The cries of anguish, as if from drowning men, come predominantly from legal services providers

Stephen Love is a legal adviser at Costain Group

Litigation costs are akin to running a luxury powerboat. Fuel consumption is always given in litres per hour, the logic being that the forces of nature make it impractical to determine the distance that can be travelled for any given amount of fuel.

Lawyers similarly suggest that pounds per hour is the only sensible way to proceed as it is impractical to determine the hours needed to conclude a trial.

Those funding High Court actions are in a precarious position. Not only are they faced with considerable uncertainty as to how much the process is going to cost, they also face the certainty that half of them are going to lose and have to pay costs amounting to hundreds of thousands of pounds if not millions.

The aim of mandatory budgets or caps is to keep costs down. If lawyers have to take more care in navigating uncharted water without running out of fuel, i doubt you will hear many complaints

There will be those in court, the legal service providers, who will be very hard working, highly intelligent individuals who in financial terms are unaffected by the judge’s decision one way or the other.

The stated aim for imposing mandatory budgets or caps is to keep costs within reasonable bounds.

If lawyers as a result have to take far more care in navigating uncharted waters and coping with strong headwinds to ensure that they make landfall without running out of fuel I doubt whether you will hear many complaints from the paying passengers.

Surprisingly the cries of anguish, as if from drowning men, are coming predominantly from the legal service providers rather than the funders.

Mandatory budgets should be introduced. The risks that costs will rise, injustices will result and lawyers will earn less are slight, if not fanciful.


Martin Bowdery

There is a risk that the rolls building will no longer be the forum of choice

Martin Bowdery is a QC at Atkins chambers.
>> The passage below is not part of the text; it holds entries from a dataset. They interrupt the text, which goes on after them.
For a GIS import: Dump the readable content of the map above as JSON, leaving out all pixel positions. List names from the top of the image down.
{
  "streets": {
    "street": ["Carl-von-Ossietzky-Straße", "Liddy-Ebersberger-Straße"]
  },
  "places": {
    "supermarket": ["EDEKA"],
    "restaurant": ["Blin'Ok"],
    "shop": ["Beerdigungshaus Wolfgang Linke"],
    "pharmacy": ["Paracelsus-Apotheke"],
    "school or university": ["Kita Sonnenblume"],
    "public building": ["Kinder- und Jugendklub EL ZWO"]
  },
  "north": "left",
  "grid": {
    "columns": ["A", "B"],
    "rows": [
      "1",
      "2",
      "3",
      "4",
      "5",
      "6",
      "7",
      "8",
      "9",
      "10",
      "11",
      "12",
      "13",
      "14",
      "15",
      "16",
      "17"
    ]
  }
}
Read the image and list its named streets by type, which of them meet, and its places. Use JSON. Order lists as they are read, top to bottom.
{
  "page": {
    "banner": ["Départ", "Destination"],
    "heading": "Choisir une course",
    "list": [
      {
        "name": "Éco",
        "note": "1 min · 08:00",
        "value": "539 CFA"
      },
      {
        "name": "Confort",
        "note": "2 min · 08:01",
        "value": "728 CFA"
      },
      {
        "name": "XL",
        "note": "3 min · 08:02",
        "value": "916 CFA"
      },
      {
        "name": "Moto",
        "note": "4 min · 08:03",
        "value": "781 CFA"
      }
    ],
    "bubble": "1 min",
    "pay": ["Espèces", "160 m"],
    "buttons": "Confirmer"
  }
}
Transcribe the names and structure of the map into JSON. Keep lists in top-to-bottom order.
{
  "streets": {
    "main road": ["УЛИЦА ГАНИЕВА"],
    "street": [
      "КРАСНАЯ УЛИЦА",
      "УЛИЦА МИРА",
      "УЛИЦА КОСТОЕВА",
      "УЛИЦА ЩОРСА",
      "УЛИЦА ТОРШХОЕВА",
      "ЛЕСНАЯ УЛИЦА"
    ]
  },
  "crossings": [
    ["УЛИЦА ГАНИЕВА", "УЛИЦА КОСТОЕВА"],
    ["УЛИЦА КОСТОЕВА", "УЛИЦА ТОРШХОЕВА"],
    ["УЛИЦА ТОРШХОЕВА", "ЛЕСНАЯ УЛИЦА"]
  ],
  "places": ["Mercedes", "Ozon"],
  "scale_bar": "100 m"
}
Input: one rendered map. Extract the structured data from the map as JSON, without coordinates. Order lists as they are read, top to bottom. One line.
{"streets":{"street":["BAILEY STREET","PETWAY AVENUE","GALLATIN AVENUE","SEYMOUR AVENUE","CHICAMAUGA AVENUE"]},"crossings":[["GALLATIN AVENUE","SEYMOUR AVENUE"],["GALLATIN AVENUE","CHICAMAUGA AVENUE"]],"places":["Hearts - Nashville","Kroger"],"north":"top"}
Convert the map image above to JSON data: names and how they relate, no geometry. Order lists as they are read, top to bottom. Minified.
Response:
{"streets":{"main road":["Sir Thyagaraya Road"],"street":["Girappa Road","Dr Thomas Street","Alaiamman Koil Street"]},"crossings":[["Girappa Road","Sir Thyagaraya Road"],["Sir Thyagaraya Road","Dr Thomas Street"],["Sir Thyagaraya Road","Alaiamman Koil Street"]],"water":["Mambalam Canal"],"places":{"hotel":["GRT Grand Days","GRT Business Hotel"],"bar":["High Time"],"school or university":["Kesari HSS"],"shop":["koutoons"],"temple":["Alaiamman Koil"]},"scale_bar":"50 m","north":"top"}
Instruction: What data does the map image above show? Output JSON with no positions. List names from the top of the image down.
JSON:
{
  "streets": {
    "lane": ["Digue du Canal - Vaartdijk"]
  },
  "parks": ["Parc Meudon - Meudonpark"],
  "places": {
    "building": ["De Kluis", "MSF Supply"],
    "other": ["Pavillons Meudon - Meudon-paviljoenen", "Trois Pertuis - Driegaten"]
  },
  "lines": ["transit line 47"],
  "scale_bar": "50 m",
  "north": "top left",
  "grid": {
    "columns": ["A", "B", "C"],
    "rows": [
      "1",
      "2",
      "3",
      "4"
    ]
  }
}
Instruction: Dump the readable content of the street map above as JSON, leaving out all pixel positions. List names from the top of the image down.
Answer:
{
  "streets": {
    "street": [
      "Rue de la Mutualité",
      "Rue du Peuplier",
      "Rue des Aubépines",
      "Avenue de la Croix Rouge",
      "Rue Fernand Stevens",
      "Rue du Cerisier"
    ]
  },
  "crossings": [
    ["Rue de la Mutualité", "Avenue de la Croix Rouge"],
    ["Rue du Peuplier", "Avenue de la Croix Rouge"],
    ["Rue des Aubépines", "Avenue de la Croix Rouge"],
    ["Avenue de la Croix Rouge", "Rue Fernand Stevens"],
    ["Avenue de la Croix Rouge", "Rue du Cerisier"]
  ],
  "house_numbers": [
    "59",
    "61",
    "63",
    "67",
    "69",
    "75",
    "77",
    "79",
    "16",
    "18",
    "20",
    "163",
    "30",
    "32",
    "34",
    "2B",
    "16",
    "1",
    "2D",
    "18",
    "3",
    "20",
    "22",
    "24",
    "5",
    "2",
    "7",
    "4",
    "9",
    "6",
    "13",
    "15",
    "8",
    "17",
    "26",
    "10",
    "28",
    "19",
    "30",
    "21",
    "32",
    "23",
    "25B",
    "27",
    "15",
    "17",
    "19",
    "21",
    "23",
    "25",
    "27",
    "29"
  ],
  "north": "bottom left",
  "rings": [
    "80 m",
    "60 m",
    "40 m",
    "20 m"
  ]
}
He is vice-chairman of the Technology and Construction Bar Association (TECBAR)

TECBAR’s position is that costs management should not be made compulsory in any TCC case in the High Court for the following reasons:

That is what the Jackson Review of Civil Litigation Costs recommended in its Final Report
That there is no evidential basis for suggesting that most cases in the TCC are not already concluded at proportionate cost
Introducing compulsory cost management in the absence of any evidence that most cases in the TCC are not concluded at proportionate cost will have the unintended consequence of increasing the cost of TCC litigation because the cost management process itself “brings its own costs”
Compulsory costs management will involve significant changes to the existing procedures of the TCC which will be unacceptable to many overseas litigants who choose London and the Rolls Building as their forum for resolving disputes rather than arbitration, and is contrary to the aims and policy behind the creation of the Rolls Building as a government promoted forum for resolving major national and international commercial disputes.

Furthermore, to avoid forum shopping, all cases commencing in the Rolls Building should be governed by the same regime – no compulsory cost management.

Introducing compulsory cost management in the TCC in High Court cases will give rise to the perception that litigants will not recover as high a proportion of their costs as would be awarded in an arbitration. Introducing compulsory cost management in the High Court is likely to revive domestic arbitration and promote international arbitration.

If these “significant bold changes to the existing procedures of the TCC” are continued and expanded to all cases above £2m or any case in the TCC, then there is a real risk that the Rolls Building will no longer be the forum of choice for many domestic and international litigants. Lawyers will be advising clients to commence arbitrations to ensure a higher recovery of these costs.

Given these circumstances, the costs management regime should not be made compulsory for any TCC case in the High Court whether the sum exceeds £2m excluding interest and costs or not.